Collected data:
**********
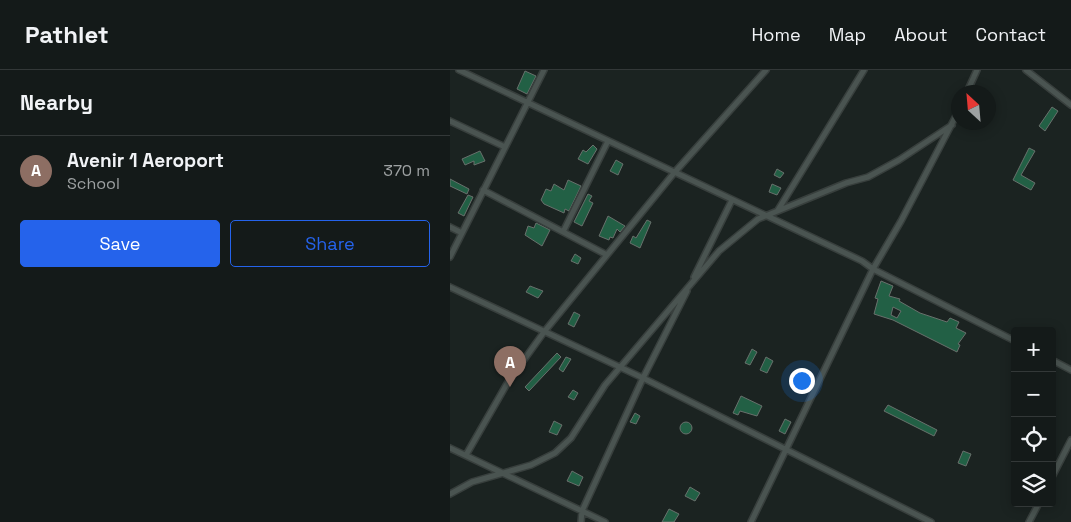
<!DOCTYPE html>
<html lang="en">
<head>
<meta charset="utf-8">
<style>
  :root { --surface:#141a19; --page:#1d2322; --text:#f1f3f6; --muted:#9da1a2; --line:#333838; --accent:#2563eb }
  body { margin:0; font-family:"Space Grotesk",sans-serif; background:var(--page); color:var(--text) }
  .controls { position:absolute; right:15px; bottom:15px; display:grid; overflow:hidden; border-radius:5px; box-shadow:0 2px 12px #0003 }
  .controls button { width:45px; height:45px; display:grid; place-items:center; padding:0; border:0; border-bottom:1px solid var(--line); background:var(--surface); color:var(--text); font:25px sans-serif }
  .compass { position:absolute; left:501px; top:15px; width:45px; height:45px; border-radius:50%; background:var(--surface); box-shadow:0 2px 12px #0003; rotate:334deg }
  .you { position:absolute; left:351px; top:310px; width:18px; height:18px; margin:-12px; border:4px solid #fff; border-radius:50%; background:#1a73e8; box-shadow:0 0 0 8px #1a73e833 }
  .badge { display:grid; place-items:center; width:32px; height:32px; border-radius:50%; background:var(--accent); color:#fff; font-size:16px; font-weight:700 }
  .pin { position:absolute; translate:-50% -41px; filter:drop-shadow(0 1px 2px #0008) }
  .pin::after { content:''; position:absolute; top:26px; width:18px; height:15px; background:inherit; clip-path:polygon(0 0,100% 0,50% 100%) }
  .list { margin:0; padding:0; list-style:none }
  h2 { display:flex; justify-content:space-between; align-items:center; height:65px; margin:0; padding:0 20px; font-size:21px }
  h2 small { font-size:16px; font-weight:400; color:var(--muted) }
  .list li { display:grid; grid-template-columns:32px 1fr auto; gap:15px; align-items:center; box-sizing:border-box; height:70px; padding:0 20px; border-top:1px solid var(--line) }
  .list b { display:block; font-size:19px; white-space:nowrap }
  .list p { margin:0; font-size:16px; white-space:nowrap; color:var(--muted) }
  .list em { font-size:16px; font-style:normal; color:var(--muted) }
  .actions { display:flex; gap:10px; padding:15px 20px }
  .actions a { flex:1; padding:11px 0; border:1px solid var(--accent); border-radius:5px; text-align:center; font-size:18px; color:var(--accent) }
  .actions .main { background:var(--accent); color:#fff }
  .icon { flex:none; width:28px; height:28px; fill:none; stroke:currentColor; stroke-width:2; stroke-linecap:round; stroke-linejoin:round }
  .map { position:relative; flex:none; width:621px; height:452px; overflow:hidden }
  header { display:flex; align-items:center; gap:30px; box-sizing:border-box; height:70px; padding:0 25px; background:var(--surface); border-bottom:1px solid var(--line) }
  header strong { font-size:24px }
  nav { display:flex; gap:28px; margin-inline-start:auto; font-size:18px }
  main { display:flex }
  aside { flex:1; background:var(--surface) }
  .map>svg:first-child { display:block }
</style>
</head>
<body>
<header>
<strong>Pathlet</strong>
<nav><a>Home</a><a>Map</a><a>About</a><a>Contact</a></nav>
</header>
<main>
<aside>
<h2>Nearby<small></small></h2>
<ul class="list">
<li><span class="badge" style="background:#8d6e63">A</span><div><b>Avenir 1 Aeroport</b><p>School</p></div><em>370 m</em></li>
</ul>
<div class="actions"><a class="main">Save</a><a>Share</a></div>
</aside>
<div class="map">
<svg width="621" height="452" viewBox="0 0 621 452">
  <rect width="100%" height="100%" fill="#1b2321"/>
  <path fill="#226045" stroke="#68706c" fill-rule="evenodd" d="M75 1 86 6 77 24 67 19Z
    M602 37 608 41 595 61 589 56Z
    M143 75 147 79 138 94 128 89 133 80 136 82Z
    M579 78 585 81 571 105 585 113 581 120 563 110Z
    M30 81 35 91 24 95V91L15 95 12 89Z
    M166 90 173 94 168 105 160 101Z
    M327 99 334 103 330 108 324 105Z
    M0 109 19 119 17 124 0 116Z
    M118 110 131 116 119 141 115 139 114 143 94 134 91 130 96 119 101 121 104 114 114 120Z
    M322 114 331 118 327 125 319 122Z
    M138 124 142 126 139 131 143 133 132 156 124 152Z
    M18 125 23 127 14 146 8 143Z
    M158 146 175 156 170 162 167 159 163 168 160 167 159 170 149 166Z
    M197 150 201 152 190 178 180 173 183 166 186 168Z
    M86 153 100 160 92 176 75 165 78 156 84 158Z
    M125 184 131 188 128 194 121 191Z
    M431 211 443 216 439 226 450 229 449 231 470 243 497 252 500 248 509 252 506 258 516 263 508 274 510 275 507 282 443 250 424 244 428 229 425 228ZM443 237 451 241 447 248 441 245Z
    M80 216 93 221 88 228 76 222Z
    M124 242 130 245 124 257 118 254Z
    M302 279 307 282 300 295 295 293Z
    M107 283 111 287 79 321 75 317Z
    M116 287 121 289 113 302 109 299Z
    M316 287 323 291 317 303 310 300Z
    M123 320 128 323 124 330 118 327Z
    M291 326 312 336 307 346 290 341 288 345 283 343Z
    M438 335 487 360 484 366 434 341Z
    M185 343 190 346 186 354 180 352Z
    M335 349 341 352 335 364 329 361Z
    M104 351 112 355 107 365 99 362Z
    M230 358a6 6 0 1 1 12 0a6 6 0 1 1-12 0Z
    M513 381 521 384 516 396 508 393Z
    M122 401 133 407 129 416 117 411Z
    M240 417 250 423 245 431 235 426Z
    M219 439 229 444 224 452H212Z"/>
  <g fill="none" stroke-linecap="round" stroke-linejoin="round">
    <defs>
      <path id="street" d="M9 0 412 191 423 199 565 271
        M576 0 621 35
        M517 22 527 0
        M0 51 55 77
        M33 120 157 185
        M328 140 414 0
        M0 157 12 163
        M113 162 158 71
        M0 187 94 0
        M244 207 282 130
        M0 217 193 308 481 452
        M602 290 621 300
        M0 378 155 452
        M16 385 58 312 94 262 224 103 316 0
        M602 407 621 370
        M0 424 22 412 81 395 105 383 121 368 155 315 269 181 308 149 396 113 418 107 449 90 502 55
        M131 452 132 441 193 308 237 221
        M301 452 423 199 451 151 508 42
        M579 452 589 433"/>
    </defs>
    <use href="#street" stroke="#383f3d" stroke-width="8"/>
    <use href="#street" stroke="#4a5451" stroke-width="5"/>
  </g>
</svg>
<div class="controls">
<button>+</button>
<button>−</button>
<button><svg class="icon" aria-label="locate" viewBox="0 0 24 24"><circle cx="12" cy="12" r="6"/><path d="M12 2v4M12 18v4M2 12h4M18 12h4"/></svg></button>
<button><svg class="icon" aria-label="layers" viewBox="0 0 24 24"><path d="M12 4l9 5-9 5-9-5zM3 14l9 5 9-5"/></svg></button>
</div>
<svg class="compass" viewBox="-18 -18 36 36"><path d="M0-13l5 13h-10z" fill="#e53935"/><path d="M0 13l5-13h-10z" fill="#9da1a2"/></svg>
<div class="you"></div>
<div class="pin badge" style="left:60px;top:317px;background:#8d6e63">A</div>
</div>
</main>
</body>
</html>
**********
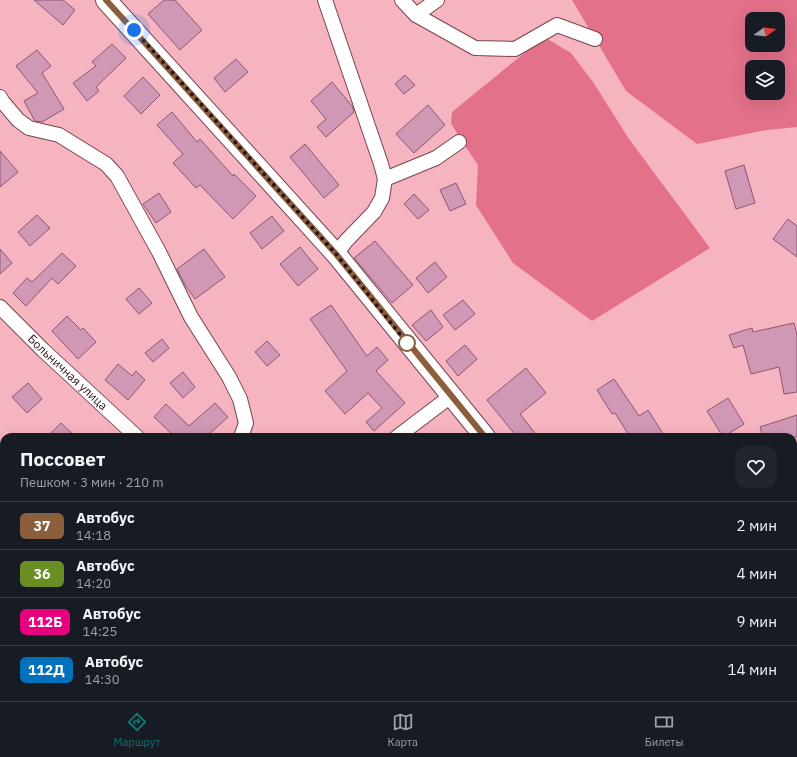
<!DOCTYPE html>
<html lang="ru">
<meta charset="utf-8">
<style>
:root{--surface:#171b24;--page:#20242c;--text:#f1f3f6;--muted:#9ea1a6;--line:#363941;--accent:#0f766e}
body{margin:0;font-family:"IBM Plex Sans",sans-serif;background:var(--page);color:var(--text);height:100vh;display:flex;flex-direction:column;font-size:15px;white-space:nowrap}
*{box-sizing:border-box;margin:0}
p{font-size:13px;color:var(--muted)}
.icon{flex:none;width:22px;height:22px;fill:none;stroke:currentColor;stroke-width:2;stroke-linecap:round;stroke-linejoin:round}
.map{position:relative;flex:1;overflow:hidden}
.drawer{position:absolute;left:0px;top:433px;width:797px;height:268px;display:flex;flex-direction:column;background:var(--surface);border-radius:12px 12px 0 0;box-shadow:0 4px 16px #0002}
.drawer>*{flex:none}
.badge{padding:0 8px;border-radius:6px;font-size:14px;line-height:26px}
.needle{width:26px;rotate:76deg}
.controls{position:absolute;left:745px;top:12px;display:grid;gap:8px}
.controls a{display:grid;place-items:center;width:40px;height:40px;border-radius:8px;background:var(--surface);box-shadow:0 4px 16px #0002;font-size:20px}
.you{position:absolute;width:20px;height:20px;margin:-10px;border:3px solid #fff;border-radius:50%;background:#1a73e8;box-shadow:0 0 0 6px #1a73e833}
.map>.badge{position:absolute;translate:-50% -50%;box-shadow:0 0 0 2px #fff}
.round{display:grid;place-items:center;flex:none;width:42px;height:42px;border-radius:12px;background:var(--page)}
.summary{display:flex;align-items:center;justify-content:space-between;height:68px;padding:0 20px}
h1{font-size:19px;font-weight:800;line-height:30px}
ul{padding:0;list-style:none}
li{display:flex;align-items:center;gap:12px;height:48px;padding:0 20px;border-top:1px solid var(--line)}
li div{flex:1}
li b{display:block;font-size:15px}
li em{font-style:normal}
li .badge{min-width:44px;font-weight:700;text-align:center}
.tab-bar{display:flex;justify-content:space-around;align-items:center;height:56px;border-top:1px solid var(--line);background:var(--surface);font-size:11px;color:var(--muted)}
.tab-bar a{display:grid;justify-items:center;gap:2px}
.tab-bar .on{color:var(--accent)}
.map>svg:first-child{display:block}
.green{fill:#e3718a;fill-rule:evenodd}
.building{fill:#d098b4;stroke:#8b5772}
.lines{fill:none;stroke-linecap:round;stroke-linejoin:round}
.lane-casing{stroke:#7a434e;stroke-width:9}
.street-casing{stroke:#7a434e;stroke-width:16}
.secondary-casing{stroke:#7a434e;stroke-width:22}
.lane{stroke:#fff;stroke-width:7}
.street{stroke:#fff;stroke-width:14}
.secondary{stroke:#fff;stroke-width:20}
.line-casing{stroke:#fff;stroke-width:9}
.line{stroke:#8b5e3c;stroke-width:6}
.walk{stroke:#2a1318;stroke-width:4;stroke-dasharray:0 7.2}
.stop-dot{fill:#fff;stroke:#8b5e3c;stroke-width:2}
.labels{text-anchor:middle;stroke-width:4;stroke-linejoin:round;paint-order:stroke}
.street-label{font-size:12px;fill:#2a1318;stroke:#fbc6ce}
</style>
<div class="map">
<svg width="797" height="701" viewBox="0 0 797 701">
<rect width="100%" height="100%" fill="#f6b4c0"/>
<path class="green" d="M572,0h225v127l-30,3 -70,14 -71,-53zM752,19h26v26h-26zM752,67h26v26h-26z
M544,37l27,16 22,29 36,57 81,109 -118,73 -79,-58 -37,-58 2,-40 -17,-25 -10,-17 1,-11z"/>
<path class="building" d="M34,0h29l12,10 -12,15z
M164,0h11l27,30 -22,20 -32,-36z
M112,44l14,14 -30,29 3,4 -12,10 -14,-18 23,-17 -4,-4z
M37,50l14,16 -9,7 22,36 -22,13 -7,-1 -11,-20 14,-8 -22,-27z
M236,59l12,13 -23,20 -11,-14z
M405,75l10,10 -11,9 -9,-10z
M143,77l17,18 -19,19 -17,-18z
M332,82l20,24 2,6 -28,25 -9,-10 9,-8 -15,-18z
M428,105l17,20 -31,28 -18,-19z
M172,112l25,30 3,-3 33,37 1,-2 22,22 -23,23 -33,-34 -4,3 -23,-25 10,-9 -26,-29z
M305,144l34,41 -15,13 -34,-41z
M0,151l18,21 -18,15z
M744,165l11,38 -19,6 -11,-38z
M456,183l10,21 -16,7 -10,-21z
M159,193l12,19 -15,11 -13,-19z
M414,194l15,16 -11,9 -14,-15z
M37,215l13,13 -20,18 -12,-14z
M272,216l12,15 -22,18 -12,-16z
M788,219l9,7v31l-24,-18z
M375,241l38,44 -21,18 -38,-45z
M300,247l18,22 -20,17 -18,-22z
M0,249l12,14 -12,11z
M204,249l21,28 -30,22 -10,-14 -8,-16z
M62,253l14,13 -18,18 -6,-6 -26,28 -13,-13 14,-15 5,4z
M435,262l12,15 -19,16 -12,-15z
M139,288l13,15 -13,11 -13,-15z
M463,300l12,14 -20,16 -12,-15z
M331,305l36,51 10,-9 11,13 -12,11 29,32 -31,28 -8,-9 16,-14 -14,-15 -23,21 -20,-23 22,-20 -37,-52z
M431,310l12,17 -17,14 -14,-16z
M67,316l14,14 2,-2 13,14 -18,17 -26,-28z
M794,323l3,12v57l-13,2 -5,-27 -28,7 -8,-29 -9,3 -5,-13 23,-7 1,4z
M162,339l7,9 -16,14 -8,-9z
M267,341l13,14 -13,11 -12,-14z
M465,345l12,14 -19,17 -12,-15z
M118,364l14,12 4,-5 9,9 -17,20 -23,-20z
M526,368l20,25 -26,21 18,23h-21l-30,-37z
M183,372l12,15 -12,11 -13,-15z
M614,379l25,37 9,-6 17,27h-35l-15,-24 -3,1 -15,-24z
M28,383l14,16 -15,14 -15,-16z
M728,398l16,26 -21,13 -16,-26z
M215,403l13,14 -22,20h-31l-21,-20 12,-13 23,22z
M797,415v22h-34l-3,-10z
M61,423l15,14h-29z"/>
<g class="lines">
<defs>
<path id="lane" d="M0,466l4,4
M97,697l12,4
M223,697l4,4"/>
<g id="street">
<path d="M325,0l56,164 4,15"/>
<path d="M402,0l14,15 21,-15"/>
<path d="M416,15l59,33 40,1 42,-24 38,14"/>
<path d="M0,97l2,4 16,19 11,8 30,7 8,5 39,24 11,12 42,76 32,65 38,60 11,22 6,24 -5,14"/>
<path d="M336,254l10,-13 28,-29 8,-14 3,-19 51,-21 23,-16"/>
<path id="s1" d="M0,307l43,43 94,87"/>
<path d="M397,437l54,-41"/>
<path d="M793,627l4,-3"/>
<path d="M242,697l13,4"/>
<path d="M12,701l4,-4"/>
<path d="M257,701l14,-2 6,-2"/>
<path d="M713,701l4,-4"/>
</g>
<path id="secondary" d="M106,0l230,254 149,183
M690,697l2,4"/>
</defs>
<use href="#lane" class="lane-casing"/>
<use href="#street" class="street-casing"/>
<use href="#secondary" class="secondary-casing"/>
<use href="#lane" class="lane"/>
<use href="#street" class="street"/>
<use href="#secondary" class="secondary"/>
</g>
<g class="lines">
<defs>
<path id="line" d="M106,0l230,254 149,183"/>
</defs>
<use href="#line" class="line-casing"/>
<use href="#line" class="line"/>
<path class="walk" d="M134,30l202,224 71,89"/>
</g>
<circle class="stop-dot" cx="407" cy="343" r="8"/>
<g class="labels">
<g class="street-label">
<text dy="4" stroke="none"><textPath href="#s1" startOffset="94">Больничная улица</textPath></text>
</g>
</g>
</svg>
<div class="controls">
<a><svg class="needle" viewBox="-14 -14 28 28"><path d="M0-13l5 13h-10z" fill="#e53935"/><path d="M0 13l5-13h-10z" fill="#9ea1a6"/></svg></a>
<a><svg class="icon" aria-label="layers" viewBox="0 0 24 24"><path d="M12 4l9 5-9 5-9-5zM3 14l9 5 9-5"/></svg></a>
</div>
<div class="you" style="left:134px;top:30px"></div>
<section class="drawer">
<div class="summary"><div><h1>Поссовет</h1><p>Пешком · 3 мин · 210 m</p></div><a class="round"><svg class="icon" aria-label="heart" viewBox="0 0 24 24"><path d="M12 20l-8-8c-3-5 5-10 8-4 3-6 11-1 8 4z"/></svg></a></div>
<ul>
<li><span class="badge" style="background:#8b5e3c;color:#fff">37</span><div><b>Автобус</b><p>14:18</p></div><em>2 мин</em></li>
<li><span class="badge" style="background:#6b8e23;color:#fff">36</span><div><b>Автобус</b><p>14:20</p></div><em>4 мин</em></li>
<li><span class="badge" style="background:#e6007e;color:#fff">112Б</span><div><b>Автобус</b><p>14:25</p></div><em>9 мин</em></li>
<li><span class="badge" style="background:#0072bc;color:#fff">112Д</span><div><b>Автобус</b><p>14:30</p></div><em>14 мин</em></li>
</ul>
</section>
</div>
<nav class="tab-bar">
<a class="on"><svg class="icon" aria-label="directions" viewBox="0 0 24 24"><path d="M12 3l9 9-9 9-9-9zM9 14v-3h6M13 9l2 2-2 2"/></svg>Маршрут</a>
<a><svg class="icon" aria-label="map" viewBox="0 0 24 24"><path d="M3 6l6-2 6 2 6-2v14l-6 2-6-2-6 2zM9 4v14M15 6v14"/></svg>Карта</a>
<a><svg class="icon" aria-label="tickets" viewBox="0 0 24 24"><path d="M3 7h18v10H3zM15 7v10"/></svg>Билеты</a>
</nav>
**********
## GOAL OF THE EXERCISE
Wherever the string "drawer" appears in a line of the records, copy that line.

## TASK RESULT
.drawer{position:absolute;left:0px;top:433px;width:797px;height:268px;display:flex;flex-direction:column;background:var(--surface);border-radius:12px 12px 0 0;box-shadow:0 4px 16px #0002}
.drawer>*{flex:none}
<section class="drawer">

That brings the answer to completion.